MA005: Calculus I

Practice 1: $\begin{aligned} &\mathbf{D}\left(\tan ^{2}(x)+\mathrm{C}\right)=2 \tan ^{1}(x) \mathbf{D}(\tan (x))=2 \tan (x) \sec ^{2}(x) \\ &\mathbf{D}\left(\sec ^{2}(x)+\mathrm{C}\right)=2 \sec ^{1}(x) \mathbf{D}(\sec (x))=2 \sec (x) \sec (x) \tan (x)=2 \tan (x) \sec ^{2}(x) \end{aligned}$

Practice 2: We know $\mathbf{D}(\tan (x))=\sec ^{2}(x)$, so it is reasonable to try $\tan (7 x)$.

$\mathbf{D}(\tan (7 x))=\sec ^{2}(7 x) \mathbf{D}(7 x)=7 \cdot \sec ^{2}(7 x)$, a result 7 times the function we want, so

divide the original "guess" by 7 and try it. $\mathrm{D}\left(\frac{1}{7} \tan (7 x)\right)=\frac{1}{7} \cdot 7 \cdot \sec ^{2}(7 x)=\sec ^{2}(7 x)$.

$\int \sec ^{2}(7 x) \mathrm{dx}=\frac{1}{7} \tan (7 x)+\mathrm{C}$

$\mathbf{D}\left((3 x+8)^{1 / 2}\right)=\frac{1}{2} \cdot(3 x+8)^{-1 / 2} \mathbf{D}(3 x+8)=\frac{3}{2} \cdot(3 x+8)^{-1 / 2}$ so let's multiply our original "guess" by 2/3:

$\mathbf{D}\left(\frac{2}{3}(3 x+8)^{1 / 2}\right)=\frac{2}{3} \frac{1}{2} \cdot(3 x+8)^{-1 / 2} \mathbf{D}(3 x+8)=\frac{2}{3} \frac{3}{2} \cdot(3 x+8)^{-1 / 2}=(3 x+8)^{-1 / 2}$

$\int \frac{1}{\sqrt{3 x+8}} \mathrm{dx}=\frac{2}{3}(3 x+8)^{1 / 2}+\mathrm{C}$.

Practice 3:

(a) $\int(7 x+5)^{3} \mathrm{dx}$ with $u=7 x+5$. Then $\mathrm{du}=7 \mathrm{dx}$ so $\mathrm{dx}=\frac{1}{7} \mathrm{du}$ and $\int(7 x+5)^{3} \mathrm{dx}=\int \mathrm{u}^{3} \frac{1}{7} \mathrm{du}=\frac{1}{7} \cdot \frac{1}{4} \mathrm{u}^{4}+\mathrm{C}=\frac{1}{28}(7 x+5)^{4}+\mathrm{C}$.

(b)$\int \sin \left(x^{3}-1\right) 3 x^{2} \mathrm{dx}$ with $u=x^{3}-1$. Then $\mathrm{du}=3 x^{2} \mathrm{dx}$ so

$\int \sin \left(x^{3}-1\right) 3 x^{2} \mathrm{dx}=\int \sin (u) \mathrm{du}=-\cos (u)+\mathrm{C}=-\cos \left(x^{3}-1\right)+\mathrm{C}$.

Practice 4:

(a) $\mathrm{u}=2+\sin (3 \mathrm{x})$ so when $\mathrm{x}=0, \mathrm{u}=2+\sin (3+0)=2$. When $\mathrm{x}=\pi$, $\mathrm{u}=2+\sin (3 \cdot \pi)=2$. (This integral is now very easy to evaluate.

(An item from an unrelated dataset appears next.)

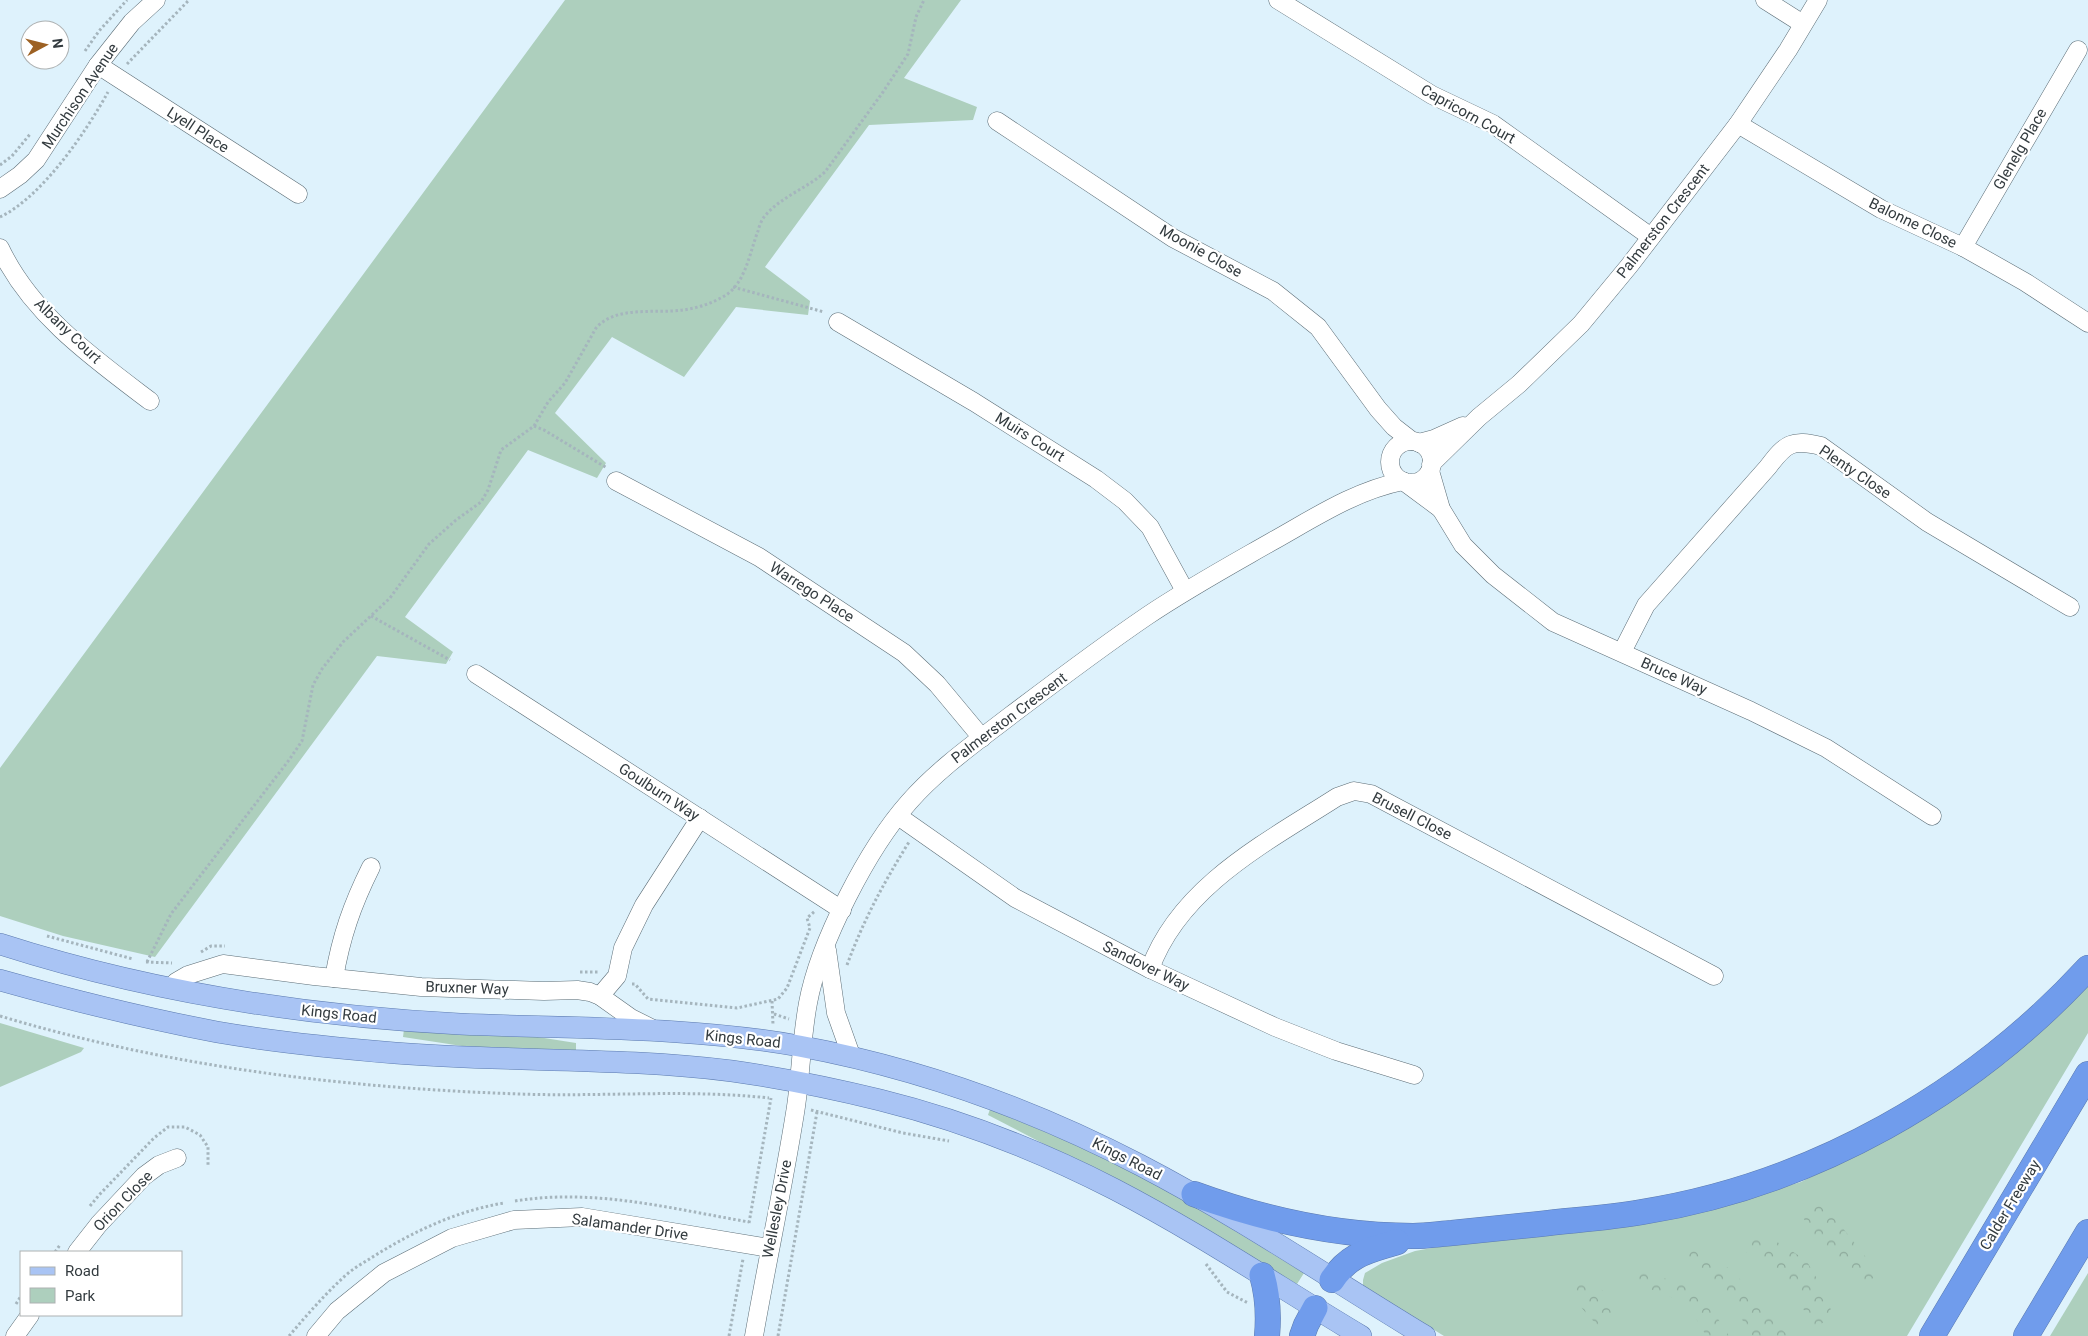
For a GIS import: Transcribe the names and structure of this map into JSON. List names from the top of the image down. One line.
{"streets":{"highway":["Calder Freeway"],"main road":["Kings Road"],"street":["Murchison Avenue","Capricorn Court","Lyell Place","Glenelg Place","Palmerston Crescent","Balonne Close","Moonie Close","Albany Court","Muirs Court","Plenty Close","Warrego Place","Bruce Way","Goulburn Way","Brusell Close","Sandover Way","Bruxner Way","Orion Close","Wellesley Drive","Salamander Drive"]},"crossings":[["Murchison Avenue","Lyell Place"],["Capricorn Court","Palmerston Crescent"],["Glenelg Place","Balonne Close"],["Palmerston Crescent","Balonne Close"],["Palmerston Crescent","Moonie Close"],["Palmerston Crescent","Muirs Court"],["Palmerston Crescent","Warrego Place"],["Palmerston Crescent","Bruce Way"],["Palmerston Crescent","Goulburn Way"],["Palmerston Crescent","Sandover Way"],["Palmerston Crescent","Kings Road"],["Palmerston Crescent","Wellesley Drive"],["Moonie Close","Bruce Way"],["Plenty Close","Bruce Way"],["Brusell Close","Sandover Way"],["Bruxner Way","Kings Road"],["Wellesley Drive","Salamander Drive"]],"legend":["Road","Park"],"north":"right"}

Why?)

(b) $\mathrm{u}=2+\mathrm{e}^{\mathrm{x}}$ so when $\mathrm{x}=0, \mathrm{u}=2+\mathrm{e}^{0}=3$. When $\mathrm{x}=2, \mathrm{u}=2+\mathrm{e}^{2}$.

The new integration endpoints are $\mathrm{u}=3$ to $\mathrm{u}=2+\mathrm{e}^{2}$.

(c) $\mathrm{u}=\mathrm{e}^{\mathrm{x}}$ so when $\mathrm{x}=0, \mathrm{u}=\mathrm{e}^{0}=1$. When $\mathrm{x}=\ln (3), \mathrm{u}=\mathrm{e}^{\ln (3)}=3$.

The new integration endpoints are $\mathbf{u}=1$ to $\mathbf{u}=3$.